As for Stuckey, his assist and turnover numbers look a whole lot better when you're comparing him to other shooting guards -- suddenly he has the sixth-best pure point rating at the position. But the big item remains free throws. Stuckey ranked fourth among shooting guards with a phenomenal 0.54 free throw attempts per field goal attempt ...

Tayshaun Prince:

Prince declined noticeably at both ends, but that didn't stop the Pistons from pretending he was still good late in the fourth quarter of every close game. ... Prince took nearly seven [long 2-pointers[ a game but made only 38.5 percent of them ...

Jason Maxiell:

Maxiell shot only 58.9 percent in the basket area and relied much more on midrange jumpers, shooting a halfway-decent 39.0 percent on them but taking nearly half his shots outside 10 feet -- a red flag for a supposed energy guy.

Greg Monroe:

In addition, Monroe is already a good passer and will carve up double-teams once they inevitably start coming at him in greater quantity. Despite a lack of muscle he was also in the top quarter of centers in rebound rate at both ends; he has long arms, good anticipation and catches everything.

Jonas Jerebko:

Jerebko still needs to improve his long-range game, but the fact he shot 47.6 percent on 2s beyond 10 feet is an encouraging sign; he just needs to extend that range out and he'll be a real threat as a scorer.

Andre Drummond:

For now, he projects as a DeAndre Jordan clone, but given how young he is there is a fairly enormous upside.

Charlie Villanueva:

Villanueva is a true rarity -- a talented offensive player who averages better than a point every two minutes, yet one who is so amazingly bad on defense that it still renders him unplayable.

Will Bynum:

Bynum ended up with the worst pure point rating of any point guard at -1.95; while he's a shoot-first guard, this is taking it to a bit of an extreme.
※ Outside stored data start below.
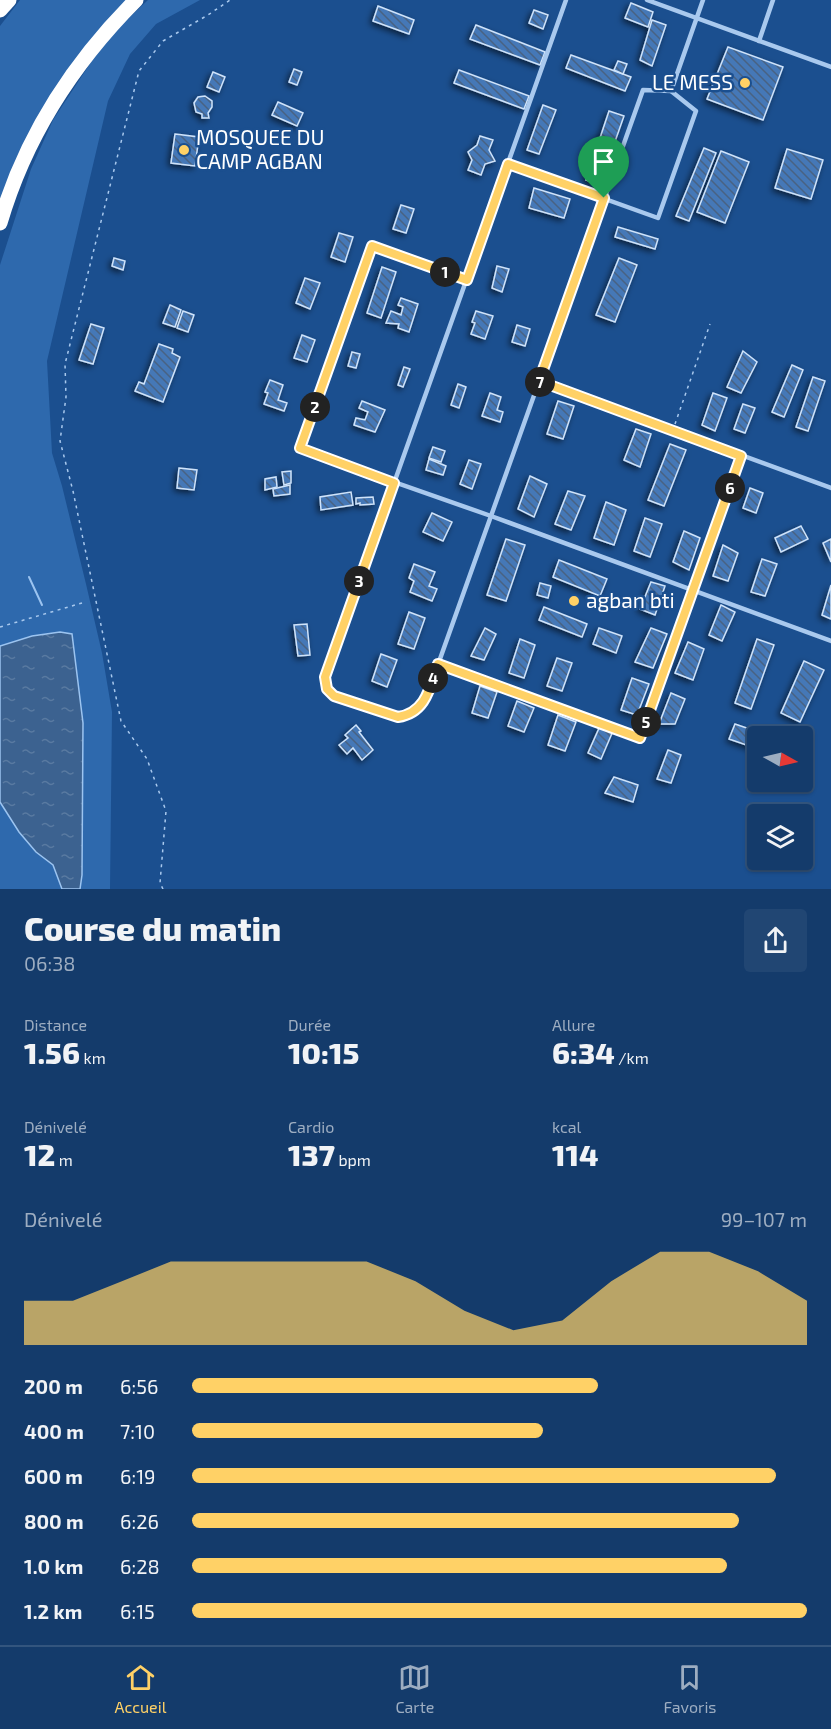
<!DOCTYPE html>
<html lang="fr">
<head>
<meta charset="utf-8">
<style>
  body { margin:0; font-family:"Exo 2",sans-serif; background:#214673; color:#f1f3f6; height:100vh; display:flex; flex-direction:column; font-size:22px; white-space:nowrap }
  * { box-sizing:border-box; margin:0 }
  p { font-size:20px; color:#9dadc1 }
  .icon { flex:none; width:33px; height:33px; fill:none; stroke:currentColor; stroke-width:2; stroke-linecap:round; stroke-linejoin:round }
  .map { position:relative; height:889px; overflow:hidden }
  .panel { display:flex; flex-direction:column; background:#143b6b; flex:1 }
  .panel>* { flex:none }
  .needle { width:39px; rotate:98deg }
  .tools { position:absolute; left:747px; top:726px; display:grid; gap:12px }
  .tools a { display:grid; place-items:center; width:66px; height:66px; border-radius:6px; background:#143b6b; box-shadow:0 2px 4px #0004,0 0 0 2px #33557e; font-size:30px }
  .pin { position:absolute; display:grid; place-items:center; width:51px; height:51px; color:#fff; margin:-62px -26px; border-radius:50% 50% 50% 0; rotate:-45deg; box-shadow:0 0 6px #0007 }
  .pin .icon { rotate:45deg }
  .km { position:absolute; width:30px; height:30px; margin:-15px; border-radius:50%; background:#222; color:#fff; font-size:16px; line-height:30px; text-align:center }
  .round { display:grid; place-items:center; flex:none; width:63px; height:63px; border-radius:6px; background:#214673 }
  .head { display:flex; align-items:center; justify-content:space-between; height:102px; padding:0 24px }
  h1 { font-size:33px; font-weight:800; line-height:45px }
  .stats { display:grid; grid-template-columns:repeat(3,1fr); gap:9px; height:102px; padding:6px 24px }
  .stats div { display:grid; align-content:center }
  .stats b { font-size:30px; font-weight:800 }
  .stats small { font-size:16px; font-weight:400 }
  .stats p { font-size:16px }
  .chart { height:168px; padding:12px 24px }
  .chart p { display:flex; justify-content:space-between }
  .chart svg { width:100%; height:108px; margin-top:6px; fill:#ffd166; opacity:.7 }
  ul { padding:0 24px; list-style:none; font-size:20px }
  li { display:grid; grid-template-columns:96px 72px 1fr; align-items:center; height:45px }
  li i { height:15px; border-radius:8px; background:#ffd166 }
  .menu { display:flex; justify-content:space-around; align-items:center; height:84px; border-top:2px solid #33557e; background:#143b6b; font-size:16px; color:#9dadc1 }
  .menu a { display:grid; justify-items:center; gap:3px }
  .menu .on { color:#ffd166 }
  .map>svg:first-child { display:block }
</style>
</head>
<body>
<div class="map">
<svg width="831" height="889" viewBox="0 0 831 889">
  <defs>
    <pattern id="water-ripples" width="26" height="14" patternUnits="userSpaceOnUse" patternTransform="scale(1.5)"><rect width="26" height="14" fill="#3c6290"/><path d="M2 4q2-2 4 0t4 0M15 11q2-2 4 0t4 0" fill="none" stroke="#597aa1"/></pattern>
    <pattern id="building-back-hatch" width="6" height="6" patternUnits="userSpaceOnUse" patternTransform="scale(1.5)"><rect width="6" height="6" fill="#4478b7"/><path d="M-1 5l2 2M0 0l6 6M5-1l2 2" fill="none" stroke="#486282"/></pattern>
    <filter id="shadow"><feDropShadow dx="-2.5" dy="2.5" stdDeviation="3" flood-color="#0009"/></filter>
  </defs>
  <rect width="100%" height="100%" fill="#1b4f8f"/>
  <g fill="#2e69ad">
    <polygon points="20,0 129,0 108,20 0,212 0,26"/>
    <polygon points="148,0 200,0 156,24 130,54 108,101 47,361 52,453 62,486 86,584 102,653 112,712 110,889 0,889 0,265 31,169 53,120 95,56 119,27"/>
  </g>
  <polygon fill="url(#water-ripples)" stroke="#9cc4f0" stroke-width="1.5" points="60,632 72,634 83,723 82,875 80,889 62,889 53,865 36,852 19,832 0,802 0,646 32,636"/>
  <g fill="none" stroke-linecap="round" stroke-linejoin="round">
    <polyline stroke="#9cc4f0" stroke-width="2" points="29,577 42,605"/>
  </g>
  <g fill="url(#building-back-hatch)" stroke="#cfe3fa" stroke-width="1.5" filter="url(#shadow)">
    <polygon points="631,3 653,12 648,27 625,18"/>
    <polygon points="378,6 414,20 409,34 373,21"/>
    <polygon points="534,10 548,15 543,29 529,23"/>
    <polygon points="652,20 666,25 652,66 640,60"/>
    <polygon points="476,25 545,52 540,65 470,39"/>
    <polygon points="728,47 783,67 763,120 707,99"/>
    <polygon points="571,55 631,77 625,91 566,68"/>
    <polygon points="618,61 627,64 623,74 614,70"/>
    <polygon points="294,69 302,72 297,85 289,82"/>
    <polygon points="459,70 529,96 524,109 454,83"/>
    <polygon points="213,72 225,77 219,92 207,87"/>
    <polygon points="205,96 212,101 212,107 208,113 209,118 202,118 202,114 196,112 194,103 198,97"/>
    <polygon points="278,102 303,113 297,126 272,115"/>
    <polygon points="543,105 556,110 539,154 527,150"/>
    <polygon points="609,111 624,116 600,184 586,180"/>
    <polygon points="175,134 199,137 195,166 171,163"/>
    <polygon points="480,136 493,140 489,150 495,161 485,164 481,175 468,170 472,160 468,152 477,145"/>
    <polygon points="704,148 716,153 689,221 676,216"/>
    <polygon points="787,149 823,160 811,199 775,188"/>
    <polygon points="721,151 749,162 725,223 697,212"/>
    <polygon points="534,188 570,199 564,218 529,208"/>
    <polygon points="401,205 414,209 406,233 393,229"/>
    <polygon points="618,227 658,239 655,249 615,237"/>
    <polygon points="339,233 353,237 345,262 331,257"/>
    <polygon points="114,258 125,261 123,270 112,266"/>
    <polygon points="619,258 637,265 615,322 596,315"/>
    <polygon points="497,266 509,269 502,292 492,288"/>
    <polygon points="382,267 396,272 381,318 367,313"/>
    <polygon points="305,278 320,283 310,309 296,303"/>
    <polygon points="401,298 418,304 409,332 398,328 399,324 386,323 391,311 401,315 403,307 398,305"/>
    <polygon points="170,305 181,310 175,327 163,323"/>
    <polygon points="183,311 194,315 188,332 177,328"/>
    <polygon points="476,311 493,316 485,339 471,334 475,323 472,322"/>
    <polygon points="91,324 104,328 93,364 79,360"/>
    <polygon points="517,325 530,329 525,346 512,342"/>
    <polygon points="302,335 315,340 307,362 294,358"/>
    <polygon points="159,344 173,349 172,353 180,357 163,402 135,391 139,382 144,384"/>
    <polygon points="743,351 757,362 741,393 727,387"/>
    <polygon points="352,352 360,354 356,368 348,366"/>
    <polygon points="792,365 803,370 784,417 772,412"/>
    <polygon points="404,367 410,369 403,387 398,385"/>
    <polygon points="813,377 825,381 808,431 796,427"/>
    <polygon points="270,380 283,385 278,400 287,403 284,411 264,404 268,393 265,392"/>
    <polygon points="458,384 466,387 459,408 451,405"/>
    <polygon points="490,393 501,397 497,410 503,412 500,422 482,416"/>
    <polygon points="713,393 727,398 715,431 702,425"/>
    <polygon points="362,401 385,410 375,432 354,425 356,418 365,420 368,412 359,408"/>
    <polygon points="558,401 574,406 563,439 547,434"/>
    <polygon points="743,404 755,408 745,433 734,429"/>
    <polygon points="636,429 651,434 640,467 624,460"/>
    <polygon points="670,444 686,450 664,506 648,500"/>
    <polygon points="433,447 445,451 441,462 429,458"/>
    <polygon points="429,459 446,466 443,475 426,470"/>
    <polygon points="469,460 481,464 472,489 460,484"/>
    <polygon points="179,468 197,470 194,490 177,488"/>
    <polygon points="291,471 291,483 284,485 282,472"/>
    <polygon points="530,476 547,484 534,517 518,509"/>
    <polygon points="276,477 277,487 265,490 265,479"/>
    <polygon points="290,485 290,494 274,496 273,489"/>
    <polygon points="750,488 763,493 756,513 743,508"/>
    <polygon points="568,491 585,496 571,530 555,524"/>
    <polygon points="351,492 353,505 321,510 320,497"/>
    <polygon points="373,497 374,504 360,505 360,503 356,504 356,498"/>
    <polygon points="606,502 626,510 614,545 594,538"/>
    <polygon points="432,513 452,522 443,541 423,532"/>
    <polygon points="645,518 662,524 650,557 634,551"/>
    <polygon points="801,526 808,539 781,552 775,538"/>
    <polygon points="684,531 700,538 689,570 673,562"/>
    <polygon points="506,539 525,545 506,601 487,595"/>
    <polygon points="831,539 831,562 823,543"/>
    <polygon points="723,545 738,553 728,581 713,576"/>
    <polygon points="762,559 777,564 765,596 751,592"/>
    <polygon points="559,560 607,579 600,596 553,577"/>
    <polygon points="414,564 435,572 429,586 437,589 432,601 410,592 414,581 409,578"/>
    <polygon points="651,582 665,586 655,615 640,609"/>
    <polygon points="540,583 551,586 548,598 537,595"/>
    <polygon points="831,585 831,619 822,615"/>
    <polygon points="721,605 735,612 722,641 709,635"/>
    <polygon points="544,607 587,624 582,637 539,620"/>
    <polygon points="409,612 425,618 414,649 398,644"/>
    <polygon points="307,624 310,655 298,656 294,625"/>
    <polygon points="485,628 496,634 484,660 471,656"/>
    <polygon points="599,628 622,636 616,653 593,644"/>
    <polygon points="651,628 667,634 653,668 635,662"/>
    <polygon points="520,639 535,645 524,678 509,673"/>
    <polygon points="757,639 774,645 751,709 735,703"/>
    <polygon points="688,642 704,649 693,680 675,673"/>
    <polygon points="381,654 397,660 387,687 372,681"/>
    <polygon points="557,658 572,663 562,691 547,686"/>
    <polygon points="804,661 824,670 800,722 781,713"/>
    <polygon points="632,678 649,684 637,715 621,710"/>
    <polygon points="480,686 497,692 488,718 472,713"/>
    <polygon points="671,693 685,699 675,724 659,724"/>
    <polygon points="517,701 534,708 524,732 508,726"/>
    <polygon points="558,715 576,722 565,751 548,745"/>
    <polygon points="735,724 770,736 758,736 758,749 729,739"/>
    <polygon points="356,725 361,731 359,732 373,750 362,760 353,748 347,754 339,745 348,738 345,735"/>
    <polygon points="600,726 613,731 601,759 588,753"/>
    <polygon points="668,750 681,755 671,783 657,779"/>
    <polygon points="614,777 638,785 633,802 605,793"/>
  </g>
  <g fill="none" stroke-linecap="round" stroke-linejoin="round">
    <g stroke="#a9c9ee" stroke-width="1.5" stroke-dasharray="3 4.5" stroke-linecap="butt">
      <polyline points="675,424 710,324"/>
      <polyline points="0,627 82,603"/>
      <polyline points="163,889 160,883 166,811 147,759 121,721 73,491 60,441 66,397 65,364 139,71 163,41 208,15 230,0"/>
    </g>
    <g stroke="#a9c9ee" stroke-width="4.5">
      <path d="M566 0 325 677 327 689 334 696 398 717C410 715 417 710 425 701L643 90 671 91 703 0"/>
      <polyline points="647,0 831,67"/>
      <polyline points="759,41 773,0"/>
      <polyline points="508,164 658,218 696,111 671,91"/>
      <polyline points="467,280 372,246 300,449 491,516 831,641"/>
      <polyline points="539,381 831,488"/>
      <polyline points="438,664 640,738 741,456"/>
    </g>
    <g stroke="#fff" stroke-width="15">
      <polyline points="0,10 9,0"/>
      <path d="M0 223C25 138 73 63 136 0"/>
    </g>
  </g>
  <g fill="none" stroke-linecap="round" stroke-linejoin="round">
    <defs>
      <path id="route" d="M508 164 604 198 539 381 741 456 640 738 438 664C430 687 426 713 398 717L334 696 327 689 325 677 394 483 300 448 372 246 467 280Z"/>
    </defs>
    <use href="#route" stroke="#fff" stroke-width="12"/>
    <use href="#route" stroke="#ffd166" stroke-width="8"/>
  </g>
  <g fill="#ffd166" stroke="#1b4f8f" stroke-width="2">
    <circle cx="745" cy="83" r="6"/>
    <circle cx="184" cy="150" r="6"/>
    <circle cx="574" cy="601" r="6"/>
  </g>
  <g text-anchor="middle" stroke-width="5" stroke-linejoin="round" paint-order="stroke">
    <g font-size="21" fill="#fff" stroke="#1b4f8f" text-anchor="start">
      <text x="733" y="90" text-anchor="end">LE MESS</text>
      <text x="196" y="145">MOSQUEE DU<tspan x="196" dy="24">CAMP AGBAN</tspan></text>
      <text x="586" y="608">agban bti</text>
    </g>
  </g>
</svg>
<div class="tools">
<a><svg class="needle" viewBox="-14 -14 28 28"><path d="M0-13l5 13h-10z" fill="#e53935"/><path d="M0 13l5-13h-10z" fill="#9dadc1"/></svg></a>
<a><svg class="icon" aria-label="layers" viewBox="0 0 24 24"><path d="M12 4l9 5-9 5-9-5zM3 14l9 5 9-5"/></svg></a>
</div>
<div class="pin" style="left:604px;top:198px;background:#1e9e55"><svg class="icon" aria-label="arrive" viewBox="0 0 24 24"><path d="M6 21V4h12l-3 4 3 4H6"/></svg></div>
<b class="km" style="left:445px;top:272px">1</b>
<b class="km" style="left:315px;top:407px">2</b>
<b class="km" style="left:359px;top:581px">3</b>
<b class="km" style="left:433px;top:678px">4</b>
<b class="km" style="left:646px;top:722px">5</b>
<b class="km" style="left:730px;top:488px">6</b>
<b class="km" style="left:540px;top:382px">7</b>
</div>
<section class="panel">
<div class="head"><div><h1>Course du matin</h1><p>06:38</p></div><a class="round"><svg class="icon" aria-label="share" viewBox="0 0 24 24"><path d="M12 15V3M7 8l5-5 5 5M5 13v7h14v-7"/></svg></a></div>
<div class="stats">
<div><p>Distance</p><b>1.56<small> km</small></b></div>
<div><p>Durée</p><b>10:15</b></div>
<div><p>Allure</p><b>6:34<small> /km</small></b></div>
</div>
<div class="stats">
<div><p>Dénivelé</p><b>12<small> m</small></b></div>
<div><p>Cardio</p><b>137<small> bpm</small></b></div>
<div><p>kcal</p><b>114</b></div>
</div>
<div class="chart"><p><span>Dénivelé</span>99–107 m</p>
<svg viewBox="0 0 160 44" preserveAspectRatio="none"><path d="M0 44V26L10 26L20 18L30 10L40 10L50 10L60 10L70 10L80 18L90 30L100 38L110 34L120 18L130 6L140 6L150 14L160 26V44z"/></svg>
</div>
<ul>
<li><b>200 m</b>6:56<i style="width:66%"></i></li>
<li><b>400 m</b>7:10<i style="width:57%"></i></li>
<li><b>600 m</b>6:19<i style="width:95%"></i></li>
<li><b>800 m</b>6:26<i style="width:89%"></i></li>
<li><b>1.0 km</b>6:28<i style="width:87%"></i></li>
<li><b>1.2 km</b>6:15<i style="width:100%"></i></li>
</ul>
</section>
<nav class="menu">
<a class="on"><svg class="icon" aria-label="home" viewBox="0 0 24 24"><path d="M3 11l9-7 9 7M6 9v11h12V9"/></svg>Accueil</a>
<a><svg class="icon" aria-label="map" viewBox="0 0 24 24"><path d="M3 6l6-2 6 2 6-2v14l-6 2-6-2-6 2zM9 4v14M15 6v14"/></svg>Carte</a>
<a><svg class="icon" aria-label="saved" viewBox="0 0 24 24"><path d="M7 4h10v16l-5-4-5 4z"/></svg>Favoris</a>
</nav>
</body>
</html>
Combined with the fact his shots weren't going in, it made Bynum difficult to keep on the court.

Corey Maggette:

he can regain enough zip to be a go-to option for the second unit, then he has some use, but that's the ceiling. He can't space the floor, he can't guard, and the past two seasons he hasn't been effective enough to iso him and get out of the way.

Austin Daye:

The "good" news is he was only the second worst in rebound rate. Actually, the rest of his defense wasn't bad -- he ranked in the top 15 of power forwards in both blocks and steals per minute, and saw fewer overwhelming strength matchups given the increasing prevalence of small ball around the league.

Kyle Singler:

Singler had a good shooting year in Spain last season, but that was about all he did well; his translated Euroleague stats suggest he'll be a major liability, as he had surprisingly bad turnover numbers and made less than half his 2s.

Kim English:

[English's] senior year at Missouri practically screams fluke from the hilltops. He shot under 40 percent each of his first three seasons and then erupted for 52.1 percent as a senior, including adding nearly 10 percentage points to his 3-point mark.

Khris Middleton:

His best skill, his ability to launch midrange J's over defenders, isn't a terribly valuable one, and it's not clear if he can hang athletically at this level.

Slava Kravtsov:

His high rebound and free throw rates may translate, but the biggest thing for Detroit is to get some more beef inside to help out Greg Monroe.